***** Available data *****

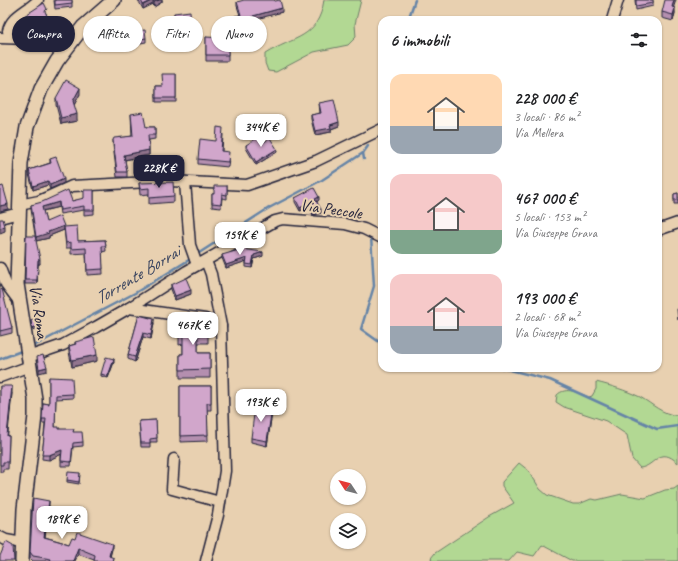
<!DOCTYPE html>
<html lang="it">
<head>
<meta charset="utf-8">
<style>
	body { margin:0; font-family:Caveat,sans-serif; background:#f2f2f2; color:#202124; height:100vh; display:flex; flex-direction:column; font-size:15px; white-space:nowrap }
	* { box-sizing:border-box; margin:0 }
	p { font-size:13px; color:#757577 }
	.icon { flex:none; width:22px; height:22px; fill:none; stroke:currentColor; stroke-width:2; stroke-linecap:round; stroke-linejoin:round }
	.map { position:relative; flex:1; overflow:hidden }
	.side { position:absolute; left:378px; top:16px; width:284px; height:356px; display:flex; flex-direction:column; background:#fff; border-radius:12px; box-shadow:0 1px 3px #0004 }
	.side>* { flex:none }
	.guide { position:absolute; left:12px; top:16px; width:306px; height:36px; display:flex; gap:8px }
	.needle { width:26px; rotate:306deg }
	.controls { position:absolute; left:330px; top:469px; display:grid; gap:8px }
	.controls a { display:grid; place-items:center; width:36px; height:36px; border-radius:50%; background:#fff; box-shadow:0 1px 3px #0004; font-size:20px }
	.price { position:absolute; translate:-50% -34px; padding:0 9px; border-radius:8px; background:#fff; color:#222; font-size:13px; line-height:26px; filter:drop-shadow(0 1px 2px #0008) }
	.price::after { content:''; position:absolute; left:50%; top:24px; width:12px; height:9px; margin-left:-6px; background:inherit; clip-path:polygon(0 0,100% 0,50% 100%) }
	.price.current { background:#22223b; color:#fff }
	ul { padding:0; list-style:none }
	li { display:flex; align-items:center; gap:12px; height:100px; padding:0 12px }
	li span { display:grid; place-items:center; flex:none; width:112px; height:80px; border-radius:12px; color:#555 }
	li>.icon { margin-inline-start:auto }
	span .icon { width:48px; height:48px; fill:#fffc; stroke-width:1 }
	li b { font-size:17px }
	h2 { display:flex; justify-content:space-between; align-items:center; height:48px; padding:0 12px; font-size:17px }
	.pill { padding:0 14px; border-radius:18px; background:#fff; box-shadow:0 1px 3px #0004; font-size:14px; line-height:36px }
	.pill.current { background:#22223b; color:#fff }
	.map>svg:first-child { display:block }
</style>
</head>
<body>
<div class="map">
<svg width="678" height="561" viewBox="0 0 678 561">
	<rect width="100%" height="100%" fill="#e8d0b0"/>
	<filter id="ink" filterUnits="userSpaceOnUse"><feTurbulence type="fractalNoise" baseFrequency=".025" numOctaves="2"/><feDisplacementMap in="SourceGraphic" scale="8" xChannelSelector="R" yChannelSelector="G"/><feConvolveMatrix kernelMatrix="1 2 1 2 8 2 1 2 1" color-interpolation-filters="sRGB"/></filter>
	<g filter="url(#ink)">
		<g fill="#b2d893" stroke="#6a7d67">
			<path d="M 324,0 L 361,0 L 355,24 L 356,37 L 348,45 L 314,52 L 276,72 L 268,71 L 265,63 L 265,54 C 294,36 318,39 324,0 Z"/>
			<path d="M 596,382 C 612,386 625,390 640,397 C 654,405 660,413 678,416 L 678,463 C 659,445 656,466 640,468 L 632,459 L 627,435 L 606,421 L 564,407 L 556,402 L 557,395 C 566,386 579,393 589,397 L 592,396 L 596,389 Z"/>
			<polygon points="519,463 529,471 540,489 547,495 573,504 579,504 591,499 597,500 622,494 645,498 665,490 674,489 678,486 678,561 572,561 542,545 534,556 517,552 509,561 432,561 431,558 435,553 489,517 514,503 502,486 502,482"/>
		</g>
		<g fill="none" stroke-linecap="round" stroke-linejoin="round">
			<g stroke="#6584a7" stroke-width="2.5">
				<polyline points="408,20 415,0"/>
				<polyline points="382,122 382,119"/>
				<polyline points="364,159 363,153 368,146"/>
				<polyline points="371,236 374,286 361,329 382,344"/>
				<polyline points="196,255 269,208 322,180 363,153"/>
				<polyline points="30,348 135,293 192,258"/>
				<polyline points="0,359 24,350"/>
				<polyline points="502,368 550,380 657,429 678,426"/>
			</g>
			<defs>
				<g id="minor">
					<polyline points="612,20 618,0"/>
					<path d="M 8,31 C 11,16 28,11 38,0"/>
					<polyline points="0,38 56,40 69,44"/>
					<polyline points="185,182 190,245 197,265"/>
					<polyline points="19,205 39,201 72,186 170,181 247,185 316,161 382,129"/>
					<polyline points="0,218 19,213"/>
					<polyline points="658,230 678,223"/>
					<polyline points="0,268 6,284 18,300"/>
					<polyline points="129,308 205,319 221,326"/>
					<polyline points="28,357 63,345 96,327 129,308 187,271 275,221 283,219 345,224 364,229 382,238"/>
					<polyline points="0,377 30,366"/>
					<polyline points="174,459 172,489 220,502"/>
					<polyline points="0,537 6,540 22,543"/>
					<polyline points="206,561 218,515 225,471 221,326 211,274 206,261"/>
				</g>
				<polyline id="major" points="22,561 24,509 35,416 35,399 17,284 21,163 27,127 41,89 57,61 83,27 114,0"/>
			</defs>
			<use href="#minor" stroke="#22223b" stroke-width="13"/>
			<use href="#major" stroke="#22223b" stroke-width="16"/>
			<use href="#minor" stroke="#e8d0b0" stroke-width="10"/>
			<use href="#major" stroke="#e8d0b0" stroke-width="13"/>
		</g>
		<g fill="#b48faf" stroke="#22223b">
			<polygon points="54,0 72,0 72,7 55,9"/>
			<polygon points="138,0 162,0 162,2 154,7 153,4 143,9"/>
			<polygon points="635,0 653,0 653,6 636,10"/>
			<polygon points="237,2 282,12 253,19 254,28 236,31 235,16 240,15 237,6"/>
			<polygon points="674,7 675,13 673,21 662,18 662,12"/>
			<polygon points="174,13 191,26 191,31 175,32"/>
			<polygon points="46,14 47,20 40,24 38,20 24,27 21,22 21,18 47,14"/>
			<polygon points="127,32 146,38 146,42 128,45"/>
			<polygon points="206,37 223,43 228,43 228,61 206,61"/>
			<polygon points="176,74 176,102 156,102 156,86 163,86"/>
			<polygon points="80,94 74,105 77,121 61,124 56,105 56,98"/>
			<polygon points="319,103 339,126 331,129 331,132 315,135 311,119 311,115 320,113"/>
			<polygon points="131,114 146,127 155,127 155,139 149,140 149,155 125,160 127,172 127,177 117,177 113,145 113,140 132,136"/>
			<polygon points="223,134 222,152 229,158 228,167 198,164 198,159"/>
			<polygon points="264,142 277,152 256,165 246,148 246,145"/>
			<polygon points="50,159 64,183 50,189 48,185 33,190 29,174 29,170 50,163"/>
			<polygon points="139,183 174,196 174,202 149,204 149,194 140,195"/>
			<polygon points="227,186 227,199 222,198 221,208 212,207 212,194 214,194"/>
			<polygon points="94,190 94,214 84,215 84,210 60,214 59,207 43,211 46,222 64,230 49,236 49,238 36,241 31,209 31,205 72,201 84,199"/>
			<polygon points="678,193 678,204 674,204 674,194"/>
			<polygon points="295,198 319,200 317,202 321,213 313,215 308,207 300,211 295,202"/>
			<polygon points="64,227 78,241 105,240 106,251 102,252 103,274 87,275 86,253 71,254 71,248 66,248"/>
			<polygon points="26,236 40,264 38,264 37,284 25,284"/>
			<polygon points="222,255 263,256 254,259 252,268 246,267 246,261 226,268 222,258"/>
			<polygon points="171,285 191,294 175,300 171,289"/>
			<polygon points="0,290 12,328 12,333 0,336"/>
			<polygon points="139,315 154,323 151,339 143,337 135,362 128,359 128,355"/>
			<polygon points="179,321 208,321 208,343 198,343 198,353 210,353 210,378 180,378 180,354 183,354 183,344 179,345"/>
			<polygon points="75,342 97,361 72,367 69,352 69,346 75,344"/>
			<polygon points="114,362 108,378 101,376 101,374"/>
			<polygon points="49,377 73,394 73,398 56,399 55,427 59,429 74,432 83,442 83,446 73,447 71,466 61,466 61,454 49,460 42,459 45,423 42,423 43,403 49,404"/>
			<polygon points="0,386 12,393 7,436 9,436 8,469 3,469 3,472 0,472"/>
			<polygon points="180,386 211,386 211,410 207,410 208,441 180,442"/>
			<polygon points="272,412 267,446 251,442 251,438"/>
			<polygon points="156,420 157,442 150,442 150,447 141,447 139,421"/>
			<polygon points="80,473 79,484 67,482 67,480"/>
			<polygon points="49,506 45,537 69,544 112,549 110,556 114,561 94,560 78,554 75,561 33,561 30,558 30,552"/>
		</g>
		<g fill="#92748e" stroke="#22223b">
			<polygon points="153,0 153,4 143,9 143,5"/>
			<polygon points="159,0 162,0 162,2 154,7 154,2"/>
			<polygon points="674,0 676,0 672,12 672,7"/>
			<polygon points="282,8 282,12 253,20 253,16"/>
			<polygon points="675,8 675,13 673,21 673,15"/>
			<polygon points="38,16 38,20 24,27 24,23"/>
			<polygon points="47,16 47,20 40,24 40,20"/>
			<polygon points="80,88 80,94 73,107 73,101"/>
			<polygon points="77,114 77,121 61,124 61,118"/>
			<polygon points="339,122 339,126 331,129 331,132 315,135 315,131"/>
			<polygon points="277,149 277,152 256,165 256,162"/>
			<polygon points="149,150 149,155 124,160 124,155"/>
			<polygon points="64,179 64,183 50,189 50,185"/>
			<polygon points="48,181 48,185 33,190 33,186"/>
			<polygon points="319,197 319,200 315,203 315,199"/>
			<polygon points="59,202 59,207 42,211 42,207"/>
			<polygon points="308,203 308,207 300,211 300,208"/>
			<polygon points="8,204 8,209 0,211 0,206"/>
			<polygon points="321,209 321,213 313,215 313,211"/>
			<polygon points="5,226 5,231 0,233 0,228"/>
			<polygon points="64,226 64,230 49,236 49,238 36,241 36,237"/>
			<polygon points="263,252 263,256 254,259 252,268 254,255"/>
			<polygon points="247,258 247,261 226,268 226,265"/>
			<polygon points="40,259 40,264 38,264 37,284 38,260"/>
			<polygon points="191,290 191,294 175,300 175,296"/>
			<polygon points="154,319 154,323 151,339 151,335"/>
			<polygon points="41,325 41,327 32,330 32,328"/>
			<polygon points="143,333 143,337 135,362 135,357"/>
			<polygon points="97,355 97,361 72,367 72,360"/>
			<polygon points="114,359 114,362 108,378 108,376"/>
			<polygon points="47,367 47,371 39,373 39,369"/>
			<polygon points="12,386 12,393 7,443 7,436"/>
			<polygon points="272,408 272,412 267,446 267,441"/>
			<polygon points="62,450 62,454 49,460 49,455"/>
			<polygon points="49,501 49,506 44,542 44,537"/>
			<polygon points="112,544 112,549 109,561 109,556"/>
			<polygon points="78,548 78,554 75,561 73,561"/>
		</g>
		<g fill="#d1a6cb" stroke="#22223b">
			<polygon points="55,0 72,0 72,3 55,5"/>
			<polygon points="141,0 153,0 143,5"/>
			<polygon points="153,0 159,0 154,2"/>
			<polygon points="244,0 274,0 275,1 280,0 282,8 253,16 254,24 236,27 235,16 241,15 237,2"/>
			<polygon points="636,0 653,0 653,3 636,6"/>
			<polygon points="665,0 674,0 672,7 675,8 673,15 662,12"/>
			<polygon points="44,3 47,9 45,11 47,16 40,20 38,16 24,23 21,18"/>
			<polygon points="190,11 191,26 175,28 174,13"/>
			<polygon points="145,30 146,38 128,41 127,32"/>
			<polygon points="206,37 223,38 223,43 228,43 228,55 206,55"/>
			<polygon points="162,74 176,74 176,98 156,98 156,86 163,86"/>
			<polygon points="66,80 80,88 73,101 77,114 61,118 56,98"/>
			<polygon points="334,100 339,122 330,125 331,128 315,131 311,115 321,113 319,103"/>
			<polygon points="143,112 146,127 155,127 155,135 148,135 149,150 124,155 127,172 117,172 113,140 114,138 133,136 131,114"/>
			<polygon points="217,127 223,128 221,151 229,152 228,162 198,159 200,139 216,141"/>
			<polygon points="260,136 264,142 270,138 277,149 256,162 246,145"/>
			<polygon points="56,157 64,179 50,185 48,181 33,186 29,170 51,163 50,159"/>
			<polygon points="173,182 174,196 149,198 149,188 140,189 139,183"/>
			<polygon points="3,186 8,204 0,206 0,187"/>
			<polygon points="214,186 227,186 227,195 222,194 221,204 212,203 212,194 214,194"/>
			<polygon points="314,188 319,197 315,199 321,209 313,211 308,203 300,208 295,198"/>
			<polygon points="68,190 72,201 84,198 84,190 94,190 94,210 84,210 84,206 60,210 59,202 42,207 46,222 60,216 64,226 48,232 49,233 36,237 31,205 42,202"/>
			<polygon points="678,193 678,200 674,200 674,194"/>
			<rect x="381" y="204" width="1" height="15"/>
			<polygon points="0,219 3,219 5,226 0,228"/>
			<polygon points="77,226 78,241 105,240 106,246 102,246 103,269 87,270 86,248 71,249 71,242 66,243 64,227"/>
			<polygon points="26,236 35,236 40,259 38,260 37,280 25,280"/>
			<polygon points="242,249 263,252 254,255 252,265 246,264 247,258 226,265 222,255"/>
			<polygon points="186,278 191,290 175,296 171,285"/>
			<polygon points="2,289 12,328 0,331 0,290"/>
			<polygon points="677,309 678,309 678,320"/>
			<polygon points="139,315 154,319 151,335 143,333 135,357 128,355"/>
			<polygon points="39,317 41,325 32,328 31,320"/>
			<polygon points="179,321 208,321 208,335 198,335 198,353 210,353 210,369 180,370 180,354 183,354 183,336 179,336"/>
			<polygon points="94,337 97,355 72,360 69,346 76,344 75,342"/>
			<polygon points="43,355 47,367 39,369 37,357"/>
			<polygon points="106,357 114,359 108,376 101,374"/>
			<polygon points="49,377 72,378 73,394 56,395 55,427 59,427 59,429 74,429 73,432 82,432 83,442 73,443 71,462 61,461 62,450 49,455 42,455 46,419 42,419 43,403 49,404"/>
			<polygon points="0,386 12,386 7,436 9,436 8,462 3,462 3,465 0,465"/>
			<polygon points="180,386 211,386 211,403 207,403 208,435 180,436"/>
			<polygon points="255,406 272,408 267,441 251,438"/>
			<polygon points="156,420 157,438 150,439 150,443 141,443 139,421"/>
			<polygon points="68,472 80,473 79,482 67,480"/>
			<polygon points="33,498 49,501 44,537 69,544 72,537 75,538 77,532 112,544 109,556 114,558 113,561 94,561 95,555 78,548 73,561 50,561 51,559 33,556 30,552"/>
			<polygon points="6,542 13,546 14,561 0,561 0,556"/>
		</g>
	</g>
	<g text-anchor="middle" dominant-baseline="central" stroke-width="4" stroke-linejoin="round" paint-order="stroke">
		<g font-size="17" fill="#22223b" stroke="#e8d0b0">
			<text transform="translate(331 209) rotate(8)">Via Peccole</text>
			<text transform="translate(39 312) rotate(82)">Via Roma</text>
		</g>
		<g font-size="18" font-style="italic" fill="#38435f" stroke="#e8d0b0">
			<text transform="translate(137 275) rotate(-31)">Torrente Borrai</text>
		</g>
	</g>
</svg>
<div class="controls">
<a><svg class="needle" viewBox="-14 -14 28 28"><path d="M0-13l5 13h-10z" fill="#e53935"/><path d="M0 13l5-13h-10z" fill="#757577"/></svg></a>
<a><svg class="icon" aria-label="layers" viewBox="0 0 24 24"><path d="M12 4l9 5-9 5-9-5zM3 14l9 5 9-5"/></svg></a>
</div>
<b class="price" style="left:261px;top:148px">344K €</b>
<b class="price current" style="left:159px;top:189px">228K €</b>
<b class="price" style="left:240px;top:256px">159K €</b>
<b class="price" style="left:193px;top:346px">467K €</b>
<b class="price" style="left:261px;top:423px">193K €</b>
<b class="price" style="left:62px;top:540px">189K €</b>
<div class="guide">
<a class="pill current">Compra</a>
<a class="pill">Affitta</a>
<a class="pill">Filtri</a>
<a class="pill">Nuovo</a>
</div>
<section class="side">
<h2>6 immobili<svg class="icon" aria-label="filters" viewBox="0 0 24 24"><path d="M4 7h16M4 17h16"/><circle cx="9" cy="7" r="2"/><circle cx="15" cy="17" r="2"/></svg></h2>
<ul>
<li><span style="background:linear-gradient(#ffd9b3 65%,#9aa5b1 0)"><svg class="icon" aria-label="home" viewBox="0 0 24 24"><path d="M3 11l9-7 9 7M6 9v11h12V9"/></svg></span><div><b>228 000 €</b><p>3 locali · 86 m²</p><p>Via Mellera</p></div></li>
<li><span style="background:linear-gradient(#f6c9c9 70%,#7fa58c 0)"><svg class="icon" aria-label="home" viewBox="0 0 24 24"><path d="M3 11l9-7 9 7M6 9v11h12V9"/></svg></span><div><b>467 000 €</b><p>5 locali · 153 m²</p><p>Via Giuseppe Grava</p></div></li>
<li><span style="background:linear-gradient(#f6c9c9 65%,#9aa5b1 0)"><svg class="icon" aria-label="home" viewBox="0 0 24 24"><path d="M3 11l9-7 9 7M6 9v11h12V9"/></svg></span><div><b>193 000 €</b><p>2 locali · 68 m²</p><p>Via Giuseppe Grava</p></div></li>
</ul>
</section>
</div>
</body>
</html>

*****

In the entries above, locate every line with the word "href" and copy it.

			<use href="#minor" stroke="#22223b" stroke-width="13"/>
			<use href="#major" stroke="#22223b" stroke-width="16"/>
			<use href="#minor" stroke="#e8d0b0" stroke-width="10"/>
			<use href="#major" stroke="#e8d0b0" stroke-width="13"/>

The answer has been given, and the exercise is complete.